I have used question and answering systems for some time now, and I’m really impressed how these algorithms evolved recently. My first interaction with QA algorithms was with the BiDAF model (Bidirectional Attention Flow) 1 from the great AllenNLP team. It was back in 2017, and ELMo embeddings 2 were not even used in this BiDAF model (I believe they were using GLove vectors in this first model). Since then, a lot of stuff is happened in the NLP arena, such as the Transformer 3, BERT 4 and the many other members of the Sesame Street family (now there are a whole BERT-like-family such as Facebook RoBERTa 4, VilBERT and maybe(why not?) one day, DilBERT).

There are lots of great materias out there (see Probe Further section for more details), so it will be much easier to go on and watch these awesome video materials instead of detailing each model in a blog post.

**I would really want to spend time in the practical usage of question and answering models, as they can be very helpful for real-life applications (besides some challenges that will be addressed in other posts - such as model size, response time, model quantization/pruning, etc).**

In this regard, all the ML community should give a massive shout-out to Hugging Face team.

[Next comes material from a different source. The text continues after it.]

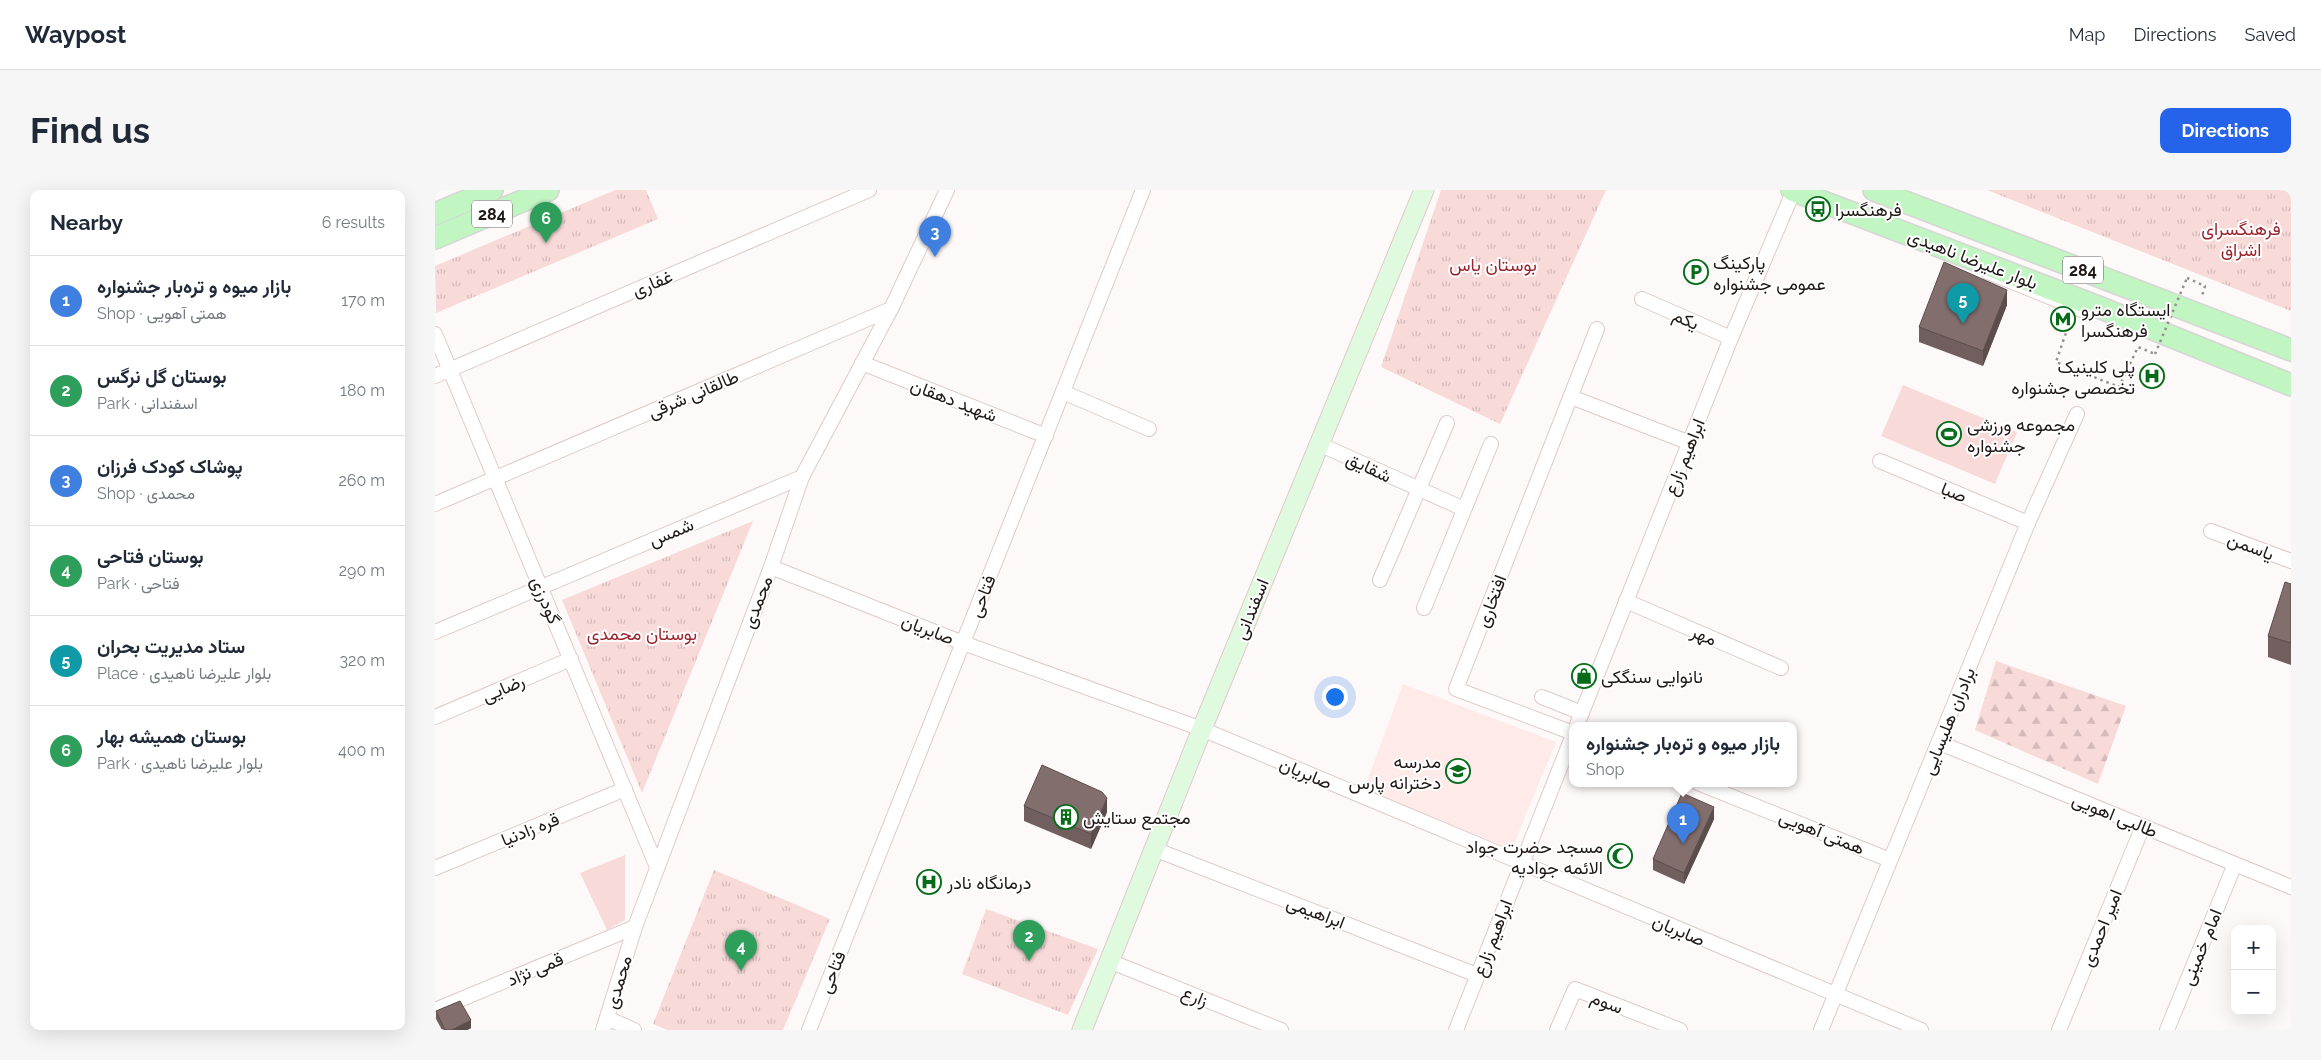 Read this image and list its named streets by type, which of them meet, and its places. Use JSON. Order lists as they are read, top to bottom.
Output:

They are really pushing the limits to make the latest and greatest algorithms available for the broader community, and it is really cool to see how their project is growing rapidly in github (at the time I’m writing this they already surpassed more than 10k ⭐️on github for the pytorch-transformer repo, for example). I will focus on SQuAD 1.1 dataset, more details on how fine-tune/use these models with SQuAD 2.0 dataset will be described in further posts.

## Inside pytorch-transformers

The pytorch-transformers lib has some special classes, and the nice thing is that they try to be consistent with this architecture independently of the model (BERT, XLNet, RoBERTa, etc). These 3 important classes are:

- **Config** → this is the class that defines all the configurations of the model in hand, such as number of hidden layers in Transformer, number of attention heads in the Transformer encoder, activation function, dropout rate, etc. Usually, there are 2 default configurations [base, large], but it is possible to tune the configurations to have different models. The file format of the configuration file is a .json file.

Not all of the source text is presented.